[Saved data entries]

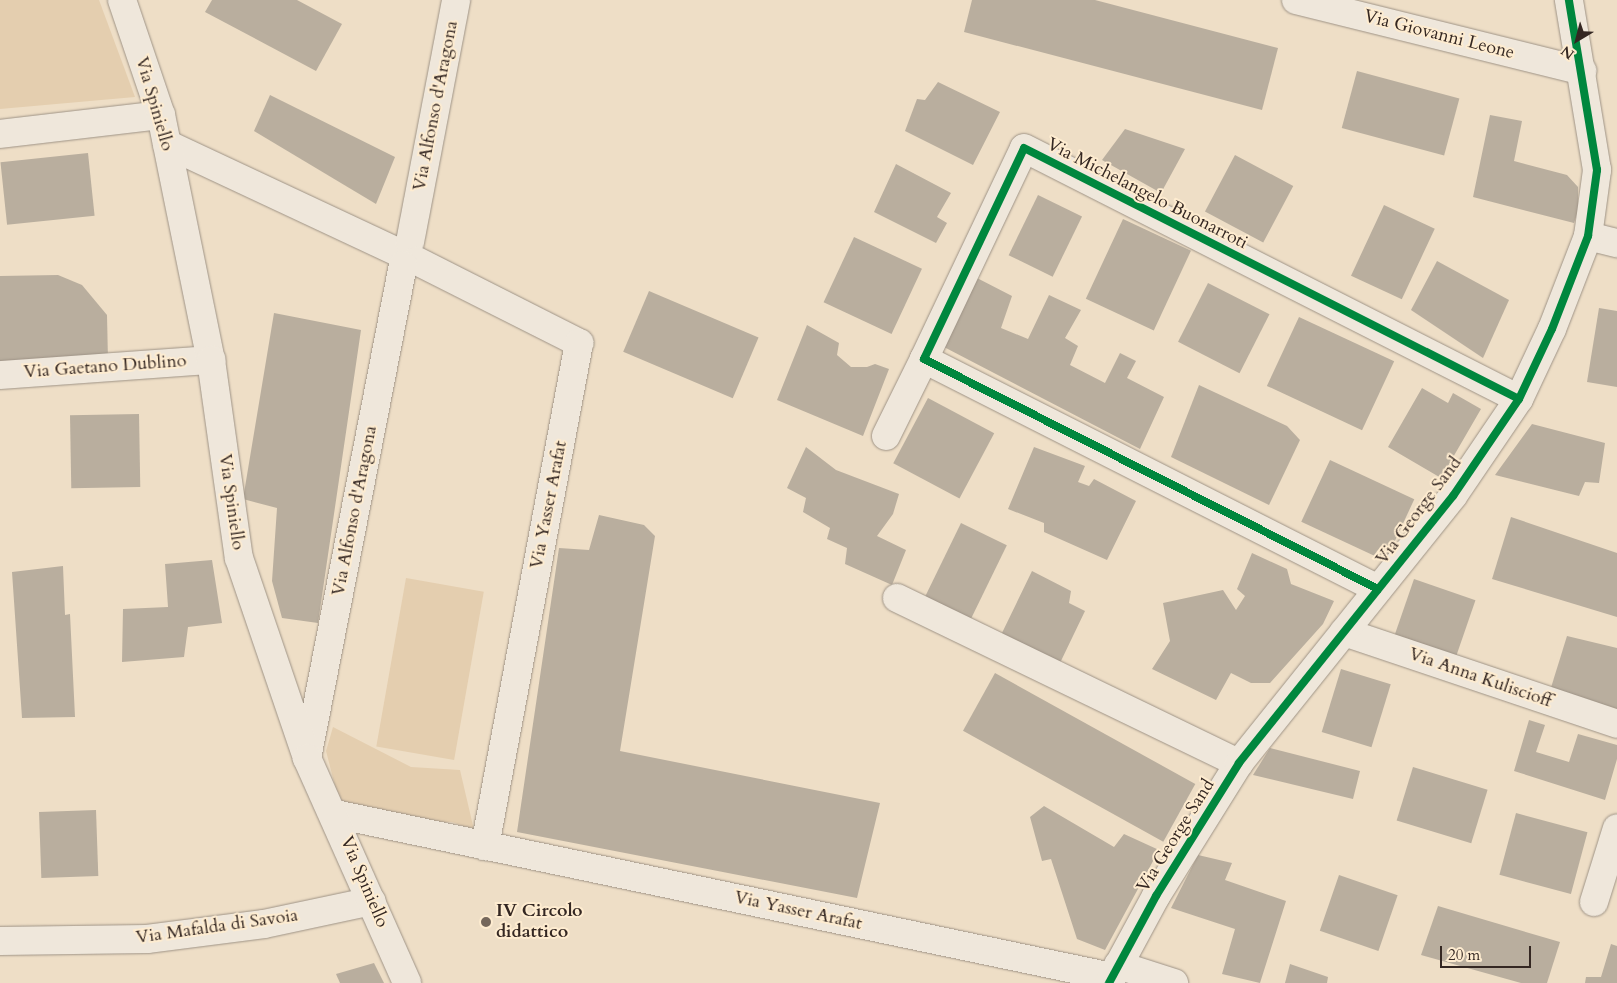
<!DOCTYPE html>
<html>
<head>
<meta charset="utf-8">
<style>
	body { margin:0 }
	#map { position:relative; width:1617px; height:983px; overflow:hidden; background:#eedec6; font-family:Cardo,serif }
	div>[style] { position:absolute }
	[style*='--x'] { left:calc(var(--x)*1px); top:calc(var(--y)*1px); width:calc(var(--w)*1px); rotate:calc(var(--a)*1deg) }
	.green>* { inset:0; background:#e4ceaf; transform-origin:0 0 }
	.building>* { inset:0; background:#b9ae9e; transform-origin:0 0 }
	.roads { filter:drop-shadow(0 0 1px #9e9386) drop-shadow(0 0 1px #9e9386) }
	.street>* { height:28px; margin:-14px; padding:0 14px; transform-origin:14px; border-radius:14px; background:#efe7db }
	.secondary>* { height:28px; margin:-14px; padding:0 14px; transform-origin:14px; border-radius:14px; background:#efe7db }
	.cycleway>* { height:8px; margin:-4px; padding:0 4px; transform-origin:4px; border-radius:4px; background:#00873e }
	.dots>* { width:14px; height:14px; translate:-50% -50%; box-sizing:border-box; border:2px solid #feecd0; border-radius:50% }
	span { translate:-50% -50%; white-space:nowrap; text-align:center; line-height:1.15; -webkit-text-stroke:4px #feecd0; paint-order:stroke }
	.street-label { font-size:18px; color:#342722 }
	.poi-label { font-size:18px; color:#342722; font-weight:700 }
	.left { translate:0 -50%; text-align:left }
	.north { position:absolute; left:1552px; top:15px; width:50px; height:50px; -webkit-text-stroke:4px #feecd0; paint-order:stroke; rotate:217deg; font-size:14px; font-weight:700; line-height:20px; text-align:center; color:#342722 }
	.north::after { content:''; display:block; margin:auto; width:18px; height:22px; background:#342722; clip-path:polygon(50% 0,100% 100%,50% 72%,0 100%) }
	.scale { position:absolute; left:1440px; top:946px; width:91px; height:22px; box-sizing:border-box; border:2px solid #342722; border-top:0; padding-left:6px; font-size:15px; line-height:18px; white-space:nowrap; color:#342722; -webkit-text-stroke:4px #feecd0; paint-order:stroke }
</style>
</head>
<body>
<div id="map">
	<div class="green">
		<i style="clip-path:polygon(0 0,99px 0,135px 97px,0 109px)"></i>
		<i style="left:406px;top:578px;width:79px;height:171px;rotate:10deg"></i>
		<i style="clip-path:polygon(333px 727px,411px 767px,460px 770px,474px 830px,452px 822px,429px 822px,340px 805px,326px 751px)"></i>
	</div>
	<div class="building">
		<i style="clip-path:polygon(212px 0,297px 0,342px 24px,316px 71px,205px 12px)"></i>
		<i style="clip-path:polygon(972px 0,1095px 0,1278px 48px,1262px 110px,964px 32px)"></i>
		<i style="left:1357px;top:71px;width:106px;height:59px;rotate:15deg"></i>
		<i style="clip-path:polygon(938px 82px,1000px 112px,973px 165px,905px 131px,917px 99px,925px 100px)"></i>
		<i style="clip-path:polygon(270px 95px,395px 157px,376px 204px,254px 131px)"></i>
		<i style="clip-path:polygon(1490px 115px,1522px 121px,1514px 161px,1567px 175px,1578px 187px,1578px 211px,1574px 223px,1473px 197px)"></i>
		<i style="clip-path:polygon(1125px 129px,1185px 149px,1161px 193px,1102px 160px)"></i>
		<i style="left:88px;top:153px;width:63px;height:88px;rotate:84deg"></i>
		<i style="left:1235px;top:155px;width:66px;height:64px;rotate:28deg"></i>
		<i style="clip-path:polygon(896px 164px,951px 193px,937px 217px,947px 223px,936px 243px,874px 212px)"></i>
		<i style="left:1038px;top:195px;width:49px;height:67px;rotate:26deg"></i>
		<i style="left:1384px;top:205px;width:56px;height:78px;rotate:25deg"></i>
		<i style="left:1123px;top:219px;width:75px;height:88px;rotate:25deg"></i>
		<i style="left:854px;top:237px;width:75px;height:72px;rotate:25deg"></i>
		<i style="clip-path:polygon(1437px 261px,1509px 300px,1483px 358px,1411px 310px)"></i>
		<i style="clip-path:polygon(58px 275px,82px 285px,107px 315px,108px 361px,0 368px,0 276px)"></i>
		<i style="clip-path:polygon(977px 278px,1012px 296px,1001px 328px,1028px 339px,1049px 295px,1081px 310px,1065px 338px,1078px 346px,1070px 365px,1105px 383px,1120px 353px,1136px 361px,1127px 378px,1164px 397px,1140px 449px,944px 347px)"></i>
		<i style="left:1208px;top:283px;width:69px;height:66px;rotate:27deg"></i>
		<i style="left:649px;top:291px;width:119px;height:66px;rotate:23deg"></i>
		<i style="clip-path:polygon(1599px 308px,1617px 311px,1617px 387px,1587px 382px)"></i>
		<i style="clip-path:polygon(274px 313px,361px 330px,318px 623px,282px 618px,272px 581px,277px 508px,243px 499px)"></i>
		<i style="left:1299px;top:317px;width:105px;height:76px;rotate:25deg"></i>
		<i style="clip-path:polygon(807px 325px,839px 343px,837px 355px,851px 367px,867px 367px,875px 364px,889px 369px,863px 436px,777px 400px)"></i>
		<i style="clip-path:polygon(1199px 385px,1287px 426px,1300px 440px,1269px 505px,1171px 457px)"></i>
		<i style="clip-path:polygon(1422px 388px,1448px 403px,1453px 393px,1481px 409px,1441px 478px,1388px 447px)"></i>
		<i style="left:928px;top:398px;width:75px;height:74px;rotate:28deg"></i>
		<i style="left:139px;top:414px;width:73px;height:69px;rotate:89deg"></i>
		<i style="clip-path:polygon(1532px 424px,1605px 443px,1599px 483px,1585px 482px,1579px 496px,1495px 475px)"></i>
		<i style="clip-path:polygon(806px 447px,836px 470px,899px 494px,893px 514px,877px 536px,906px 550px,892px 585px,845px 564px,847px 548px,827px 539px,830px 528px,803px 512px,806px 498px,787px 488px)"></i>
		<i style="clip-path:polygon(1034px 447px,1085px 466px,1078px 482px,1089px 486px,1094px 479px,1136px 501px,1107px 560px,1044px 532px,1044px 523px,1008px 509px)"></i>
		<i style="left:1330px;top:460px;width:93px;height:68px;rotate:25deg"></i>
		<i style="clip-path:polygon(599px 515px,644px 525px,655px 536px,620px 751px,880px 803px,857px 898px,517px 832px,559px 548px,589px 550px)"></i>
		<i style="clip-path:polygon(1511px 517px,1617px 553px,1617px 617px,1492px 579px)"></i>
		<i style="left:961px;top:523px;width:51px;height:89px;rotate:26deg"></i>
		<i style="clip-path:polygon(1252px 553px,1287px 569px,1291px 584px,1334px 601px,1323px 624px,1270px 683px,1251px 683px,1231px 673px,1216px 700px,1152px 669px,1170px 641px,1163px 603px,1223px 590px,1236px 610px,1245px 596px,1237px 589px)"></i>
		<i style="clip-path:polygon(212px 560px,222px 623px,188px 627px,184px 657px,122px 662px,123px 609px,168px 607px,165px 564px)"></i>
		<i style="clip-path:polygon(63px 566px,65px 615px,70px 614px,75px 717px,22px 718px,12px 572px)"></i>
		<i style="clip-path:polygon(1032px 571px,1071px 591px,1069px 603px,1085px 611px,1060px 663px,1001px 635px)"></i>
		<i style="left:1414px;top:579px;width:65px;height:67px;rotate:19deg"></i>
		<i style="clip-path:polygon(1567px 636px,1617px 648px,1617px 714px,1549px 694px)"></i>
		<i style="left:1341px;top:669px;width:52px;height:66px;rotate:17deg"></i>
		<i style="left:995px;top:673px;width:229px;height:66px;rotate:29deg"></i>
		<i style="clip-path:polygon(1529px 720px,1545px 725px,1536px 752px,1569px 762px,1578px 734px,1617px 745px,1617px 759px,1605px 800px,1514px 771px)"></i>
		<i style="clip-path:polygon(1270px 748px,1360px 771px,1353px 799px,1253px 775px)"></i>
		<i style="left:1413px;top:767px;width:78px;height:56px;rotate:17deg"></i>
		<i style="clip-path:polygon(1044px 806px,1114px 847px,1124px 834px,1159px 850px,1105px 950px,1077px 939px,1051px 859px,1042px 861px,1030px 817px)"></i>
		<i style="left:96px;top:810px;width:66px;height:57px;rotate:88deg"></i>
		<i style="left:1516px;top:813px;width:74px;height:64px;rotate:15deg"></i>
		<i style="clip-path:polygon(1198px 855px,1232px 863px,1225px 880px,1286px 901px,1260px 983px,1222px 974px,1235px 929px,1171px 908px)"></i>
		<i style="left:1339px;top:875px;width:62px;height:59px;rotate:19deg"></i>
		<i style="clip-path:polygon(1438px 906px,1560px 942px,1547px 983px,1521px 983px,1421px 955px)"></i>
		<i style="clip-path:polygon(1611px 944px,1617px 946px,1617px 983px,1585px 983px,1586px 977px,1601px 977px)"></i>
		<i style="clip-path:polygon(374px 963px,384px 983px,340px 983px,336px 974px)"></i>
		<i style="clip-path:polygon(1290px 964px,1328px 977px,1327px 983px,1285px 983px)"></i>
	</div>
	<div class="roads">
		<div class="street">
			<i style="--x:1296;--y:0;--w:295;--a:13.9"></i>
			<i style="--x:0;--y:134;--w:162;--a:-6.7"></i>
			<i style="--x:167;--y:144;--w:252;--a:25.1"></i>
			<i style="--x:1588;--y:236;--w:30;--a:14"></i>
			<i style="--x:410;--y:242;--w:246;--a:-79.2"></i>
			<i style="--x:417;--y:261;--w:182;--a:26.8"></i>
			<i style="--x:579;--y:343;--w:512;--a:100.59"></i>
			<i style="--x:0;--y:375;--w:212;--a:-4.1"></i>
			<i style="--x:886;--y:436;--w:86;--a:-63.7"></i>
			<i style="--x:1378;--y:589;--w:509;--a:-153.13"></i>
			<i style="--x:924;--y:359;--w:233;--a:-64.6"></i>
			<i style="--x:1024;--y:148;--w:555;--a:26.89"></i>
			<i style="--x:897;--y:598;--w:380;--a:25.8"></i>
			<i style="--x:1344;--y:632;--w:288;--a:18.6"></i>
			<i style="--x:307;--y:758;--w:502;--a:-78.98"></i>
			<i style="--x:335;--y:814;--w:794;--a:11.85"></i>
			<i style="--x:1594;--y:902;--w:77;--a:-72.7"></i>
			<i style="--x:0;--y:941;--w:147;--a:-0.8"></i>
			<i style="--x:147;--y:939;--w:118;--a:-7.3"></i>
			<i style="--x:264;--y:924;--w:110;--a:-12"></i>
			<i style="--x:1118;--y:965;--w:59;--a:17.8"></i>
			<i style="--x:1109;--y:983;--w:99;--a:-61.6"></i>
			<i style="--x:1156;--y:896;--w:157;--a:-58"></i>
			<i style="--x:1239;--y:763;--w:342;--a:-51.3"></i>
			<i style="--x:1453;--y:496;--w:117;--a:-55.8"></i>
			<i style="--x:1519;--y:399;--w:77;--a:-64.8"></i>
			<i style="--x:1552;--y:329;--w:100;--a:-68.8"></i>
			<i style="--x:1588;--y:236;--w:67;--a:-82.2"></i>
			<i style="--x:1597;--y:170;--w:172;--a:-99.4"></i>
		</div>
		<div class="secondary">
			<i style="--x:122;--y:0;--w:121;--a:71.3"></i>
			<i style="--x:161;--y:115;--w:250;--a:78.5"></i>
			<i style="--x:211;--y:360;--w:200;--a:82"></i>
			<i style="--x:239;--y:558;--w:211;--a:71.2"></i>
			<i style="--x:307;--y:758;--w:246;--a:66"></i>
		</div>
	</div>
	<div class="cycleway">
		<i style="--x:1378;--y:589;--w:509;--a:-153.13"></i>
		<i style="--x:924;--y:359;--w:233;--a:-64.6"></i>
		<i style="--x:1024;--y:148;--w:555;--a:26.89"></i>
		<i style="--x:1109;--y:983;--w:99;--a:-61.6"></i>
		<i style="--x:1156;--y:896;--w:157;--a:-58"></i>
		<i style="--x:1239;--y:763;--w:342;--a:-51.3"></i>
		<i style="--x:1453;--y:496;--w:117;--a:-55.8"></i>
		<i style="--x:1519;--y:399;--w:77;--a:-64.8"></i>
		<i style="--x:1552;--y:329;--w:100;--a:-68.8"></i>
		<i style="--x:1588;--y:236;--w:67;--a:-82.2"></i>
		<i style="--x:1597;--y:170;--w:172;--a:-99.4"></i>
	</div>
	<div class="dots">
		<i style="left:486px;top:922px;background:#75675b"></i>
	</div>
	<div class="street-label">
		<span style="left:1439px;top:35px;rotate:14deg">Via Giovanni Leone</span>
		<span style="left:154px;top:104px;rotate:74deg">Via Spiniello</span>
		<span style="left:436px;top:106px;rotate:-79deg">Via Alfonso d'Aragona</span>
		<span style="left:1147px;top:194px;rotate:27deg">Via Michelangelo Buonarroti</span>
		<span style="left:105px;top:367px;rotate:-4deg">Via Gaetano Dublino</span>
		<span style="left:231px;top:502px;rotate:82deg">Via Spiniello</span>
		<span style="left:549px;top:505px;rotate:-79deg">Via Yasser Arafat</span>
		<span style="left:355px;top:511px;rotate:-79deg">Via Alfonso d'Aragona</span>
		<span style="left:1419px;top:511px;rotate:-53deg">Via George Sand</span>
		<span style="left:1480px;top:678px;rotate:19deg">Via Anna Kuliscioff</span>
		<span style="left:1176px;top:836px;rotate:-58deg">Via George Sand</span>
		<span style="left:364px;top:882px;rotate:67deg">Via Spiniello</span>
		<span style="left:798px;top:911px;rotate:12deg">Via Yasser Arafat</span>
		<span style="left:217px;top:927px;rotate:-8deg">Via Mafalda di Savoia</span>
	</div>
	<div class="poi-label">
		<span class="left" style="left:496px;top:922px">IV Circolo<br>didattico</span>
	</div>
	<div class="north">N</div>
	<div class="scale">20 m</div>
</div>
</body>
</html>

> **Work item**:
Set down exactly the lines running from the beginning of the entries above to the line that contains "inset:0; background:#e4ceaf; transform-origin:0", including both, and leave out pictures.

> **Answer to this problem**:
<!DOCTYPE html>
<html>
<head>
<meta charset="utf-8">
<style>
	body { margin:0 }
	#map { position:relative; width:1617px; height:983px; overflow:hidden; background:#eedec6; font-family:Cardo,serif }
	div>[style] { position:absolute }
	[style*='--x'] { left:calc(var(--x)*1px); top:calc(var(--y)*1px); width:calc(var(--w)*1px); rotate:calc(var(--a)*1deg) }
	.green>* { inset:0; background:#e4ceaf; transform-origin:0 0 }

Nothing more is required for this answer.